ACTIVITY
What you return must be the lines of the data that hold the word "done".

Collected data
_ _ _ _
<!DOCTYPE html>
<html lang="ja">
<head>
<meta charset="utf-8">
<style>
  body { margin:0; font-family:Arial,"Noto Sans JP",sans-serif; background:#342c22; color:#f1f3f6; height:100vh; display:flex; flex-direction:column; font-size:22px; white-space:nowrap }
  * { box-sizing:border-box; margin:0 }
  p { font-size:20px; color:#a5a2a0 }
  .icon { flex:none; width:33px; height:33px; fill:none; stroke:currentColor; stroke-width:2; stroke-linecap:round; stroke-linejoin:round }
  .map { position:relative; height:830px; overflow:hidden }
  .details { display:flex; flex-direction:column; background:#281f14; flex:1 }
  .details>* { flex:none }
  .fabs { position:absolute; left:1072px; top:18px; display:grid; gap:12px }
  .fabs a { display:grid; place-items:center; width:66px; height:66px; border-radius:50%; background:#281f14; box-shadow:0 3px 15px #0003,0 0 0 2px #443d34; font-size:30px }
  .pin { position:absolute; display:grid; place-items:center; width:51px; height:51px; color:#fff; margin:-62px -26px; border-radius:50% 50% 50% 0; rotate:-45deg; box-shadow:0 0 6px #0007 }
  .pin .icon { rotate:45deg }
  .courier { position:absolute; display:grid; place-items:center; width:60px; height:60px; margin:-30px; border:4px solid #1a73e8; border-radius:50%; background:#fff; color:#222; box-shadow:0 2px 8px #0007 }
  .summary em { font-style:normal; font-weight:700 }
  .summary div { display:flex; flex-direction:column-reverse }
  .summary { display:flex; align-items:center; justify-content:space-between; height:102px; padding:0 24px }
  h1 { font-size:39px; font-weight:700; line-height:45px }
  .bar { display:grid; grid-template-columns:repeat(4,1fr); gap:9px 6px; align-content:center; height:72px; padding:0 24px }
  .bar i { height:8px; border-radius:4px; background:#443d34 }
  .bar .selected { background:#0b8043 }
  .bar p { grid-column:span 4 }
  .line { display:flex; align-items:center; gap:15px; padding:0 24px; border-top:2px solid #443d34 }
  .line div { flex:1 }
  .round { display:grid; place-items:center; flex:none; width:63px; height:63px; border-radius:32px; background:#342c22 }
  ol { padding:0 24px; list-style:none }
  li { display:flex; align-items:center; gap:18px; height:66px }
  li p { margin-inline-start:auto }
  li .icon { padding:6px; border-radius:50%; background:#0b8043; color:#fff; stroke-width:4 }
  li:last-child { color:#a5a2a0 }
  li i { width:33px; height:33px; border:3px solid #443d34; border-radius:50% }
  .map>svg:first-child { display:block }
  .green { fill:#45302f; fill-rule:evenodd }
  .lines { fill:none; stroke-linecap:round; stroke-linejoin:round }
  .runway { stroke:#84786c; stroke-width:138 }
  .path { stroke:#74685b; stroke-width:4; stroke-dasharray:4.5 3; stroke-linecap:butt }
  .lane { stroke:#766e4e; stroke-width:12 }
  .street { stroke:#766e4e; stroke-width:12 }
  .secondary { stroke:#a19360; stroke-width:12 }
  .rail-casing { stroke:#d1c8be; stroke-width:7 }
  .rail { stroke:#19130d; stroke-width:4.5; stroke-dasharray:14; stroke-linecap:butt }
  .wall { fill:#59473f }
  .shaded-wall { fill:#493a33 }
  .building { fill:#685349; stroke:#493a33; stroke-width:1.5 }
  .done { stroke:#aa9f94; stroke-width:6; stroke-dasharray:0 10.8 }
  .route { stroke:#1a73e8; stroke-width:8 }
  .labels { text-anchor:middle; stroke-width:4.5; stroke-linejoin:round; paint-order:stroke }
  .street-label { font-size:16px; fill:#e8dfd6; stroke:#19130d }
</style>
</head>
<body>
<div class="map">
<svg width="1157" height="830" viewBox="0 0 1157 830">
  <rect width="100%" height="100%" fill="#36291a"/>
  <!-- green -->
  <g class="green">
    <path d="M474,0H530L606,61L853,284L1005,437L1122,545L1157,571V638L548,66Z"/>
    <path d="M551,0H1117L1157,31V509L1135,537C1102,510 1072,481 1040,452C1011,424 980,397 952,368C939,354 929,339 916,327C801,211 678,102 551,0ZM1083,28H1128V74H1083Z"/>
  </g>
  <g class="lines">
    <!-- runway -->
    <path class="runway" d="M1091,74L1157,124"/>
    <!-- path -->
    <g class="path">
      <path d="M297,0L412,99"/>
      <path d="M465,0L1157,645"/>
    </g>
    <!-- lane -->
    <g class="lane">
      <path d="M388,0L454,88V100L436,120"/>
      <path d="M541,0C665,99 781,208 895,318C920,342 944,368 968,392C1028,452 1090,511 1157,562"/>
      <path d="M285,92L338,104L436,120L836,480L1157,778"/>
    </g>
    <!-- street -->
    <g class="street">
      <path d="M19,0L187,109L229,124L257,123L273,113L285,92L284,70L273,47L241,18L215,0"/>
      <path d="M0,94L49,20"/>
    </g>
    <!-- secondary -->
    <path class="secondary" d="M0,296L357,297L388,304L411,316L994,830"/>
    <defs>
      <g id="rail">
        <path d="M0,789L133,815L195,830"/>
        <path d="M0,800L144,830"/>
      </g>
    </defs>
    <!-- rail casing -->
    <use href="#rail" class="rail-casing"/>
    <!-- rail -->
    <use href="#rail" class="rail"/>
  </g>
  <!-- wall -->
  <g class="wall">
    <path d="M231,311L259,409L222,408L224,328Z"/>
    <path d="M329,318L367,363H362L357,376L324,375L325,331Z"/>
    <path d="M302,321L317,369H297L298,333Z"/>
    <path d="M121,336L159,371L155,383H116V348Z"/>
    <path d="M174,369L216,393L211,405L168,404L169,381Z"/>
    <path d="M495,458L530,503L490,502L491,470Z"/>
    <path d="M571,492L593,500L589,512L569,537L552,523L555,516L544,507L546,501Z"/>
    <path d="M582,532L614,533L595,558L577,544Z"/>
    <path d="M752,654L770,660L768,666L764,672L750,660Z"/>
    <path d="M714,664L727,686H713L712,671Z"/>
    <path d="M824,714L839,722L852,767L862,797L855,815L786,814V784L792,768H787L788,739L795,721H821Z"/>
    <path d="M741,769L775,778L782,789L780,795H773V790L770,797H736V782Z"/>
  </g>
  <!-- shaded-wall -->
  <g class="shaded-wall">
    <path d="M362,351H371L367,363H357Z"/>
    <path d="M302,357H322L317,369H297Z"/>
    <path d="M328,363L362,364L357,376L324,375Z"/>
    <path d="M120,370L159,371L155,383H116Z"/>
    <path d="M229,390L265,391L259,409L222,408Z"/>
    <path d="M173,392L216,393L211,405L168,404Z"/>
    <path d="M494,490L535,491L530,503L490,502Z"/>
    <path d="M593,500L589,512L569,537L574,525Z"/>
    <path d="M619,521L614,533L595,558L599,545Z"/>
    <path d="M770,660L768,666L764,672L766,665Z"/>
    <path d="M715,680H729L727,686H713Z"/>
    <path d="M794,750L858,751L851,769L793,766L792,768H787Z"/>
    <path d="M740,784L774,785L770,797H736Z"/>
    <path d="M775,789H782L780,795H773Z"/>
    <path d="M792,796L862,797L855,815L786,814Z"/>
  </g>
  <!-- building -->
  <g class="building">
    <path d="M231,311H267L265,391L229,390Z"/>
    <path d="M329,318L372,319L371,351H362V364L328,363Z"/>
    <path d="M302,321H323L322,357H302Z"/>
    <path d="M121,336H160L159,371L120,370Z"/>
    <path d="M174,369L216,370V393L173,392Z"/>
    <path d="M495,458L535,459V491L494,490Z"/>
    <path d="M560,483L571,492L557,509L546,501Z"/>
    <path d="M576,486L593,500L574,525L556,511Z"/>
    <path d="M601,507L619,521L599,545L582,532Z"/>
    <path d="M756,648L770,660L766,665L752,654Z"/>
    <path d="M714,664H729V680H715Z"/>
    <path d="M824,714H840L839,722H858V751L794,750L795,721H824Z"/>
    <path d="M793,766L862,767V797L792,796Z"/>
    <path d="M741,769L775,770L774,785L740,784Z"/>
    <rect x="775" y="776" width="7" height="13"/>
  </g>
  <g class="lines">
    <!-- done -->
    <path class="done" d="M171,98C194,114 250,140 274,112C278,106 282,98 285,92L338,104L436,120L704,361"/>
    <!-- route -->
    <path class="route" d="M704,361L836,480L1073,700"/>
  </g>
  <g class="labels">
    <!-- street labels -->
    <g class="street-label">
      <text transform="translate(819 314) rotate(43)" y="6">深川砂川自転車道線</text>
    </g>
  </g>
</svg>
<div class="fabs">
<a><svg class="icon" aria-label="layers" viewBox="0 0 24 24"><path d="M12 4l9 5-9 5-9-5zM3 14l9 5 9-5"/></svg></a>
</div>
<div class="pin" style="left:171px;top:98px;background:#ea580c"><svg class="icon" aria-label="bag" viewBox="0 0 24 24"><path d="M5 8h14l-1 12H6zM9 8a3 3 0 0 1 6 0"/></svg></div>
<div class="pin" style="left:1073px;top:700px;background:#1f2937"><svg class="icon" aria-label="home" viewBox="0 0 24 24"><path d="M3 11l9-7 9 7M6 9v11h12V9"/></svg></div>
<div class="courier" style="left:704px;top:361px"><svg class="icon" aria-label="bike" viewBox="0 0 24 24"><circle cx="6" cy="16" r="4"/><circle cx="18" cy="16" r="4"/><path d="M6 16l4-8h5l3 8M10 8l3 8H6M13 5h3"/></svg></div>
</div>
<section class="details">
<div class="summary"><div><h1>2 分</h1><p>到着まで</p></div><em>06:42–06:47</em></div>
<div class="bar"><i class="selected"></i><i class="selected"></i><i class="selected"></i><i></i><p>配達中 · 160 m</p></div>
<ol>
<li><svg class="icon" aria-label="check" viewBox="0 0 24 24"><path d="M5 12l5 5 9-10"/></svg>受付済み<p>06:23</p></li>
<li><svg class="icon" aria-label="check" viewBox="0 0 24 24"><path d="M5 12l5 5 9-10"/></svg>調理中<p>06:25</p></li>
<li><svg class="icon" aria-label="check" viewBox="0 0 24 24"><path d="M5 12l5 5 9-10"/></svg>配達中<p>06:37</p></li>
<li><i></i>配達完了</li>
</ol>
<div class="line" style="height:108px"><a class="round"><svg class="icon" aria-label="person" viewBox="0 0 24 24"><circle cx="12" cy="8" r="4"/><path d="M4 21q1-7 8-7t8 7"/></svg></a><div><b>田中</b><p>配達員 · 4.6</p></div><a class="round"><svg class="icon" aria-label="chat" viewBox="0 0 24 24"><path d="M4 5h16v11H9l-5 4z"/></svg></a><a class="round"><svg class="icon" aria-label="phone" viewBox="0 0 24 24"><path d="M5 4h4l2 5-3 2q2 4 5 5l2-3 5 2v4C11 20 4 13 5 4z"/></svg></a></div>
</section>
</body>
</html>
_ _ _ _
THE ANSWER
  .done { stroke:#aa9f94; stroke-width:6; stroke-dasharray:0 10.8 }
    <!-- done -->
    <path class="done" d="M171,98C194,114 250,140 274,112C278,106 282,98 285,92L338,104L436,120L704,361"/>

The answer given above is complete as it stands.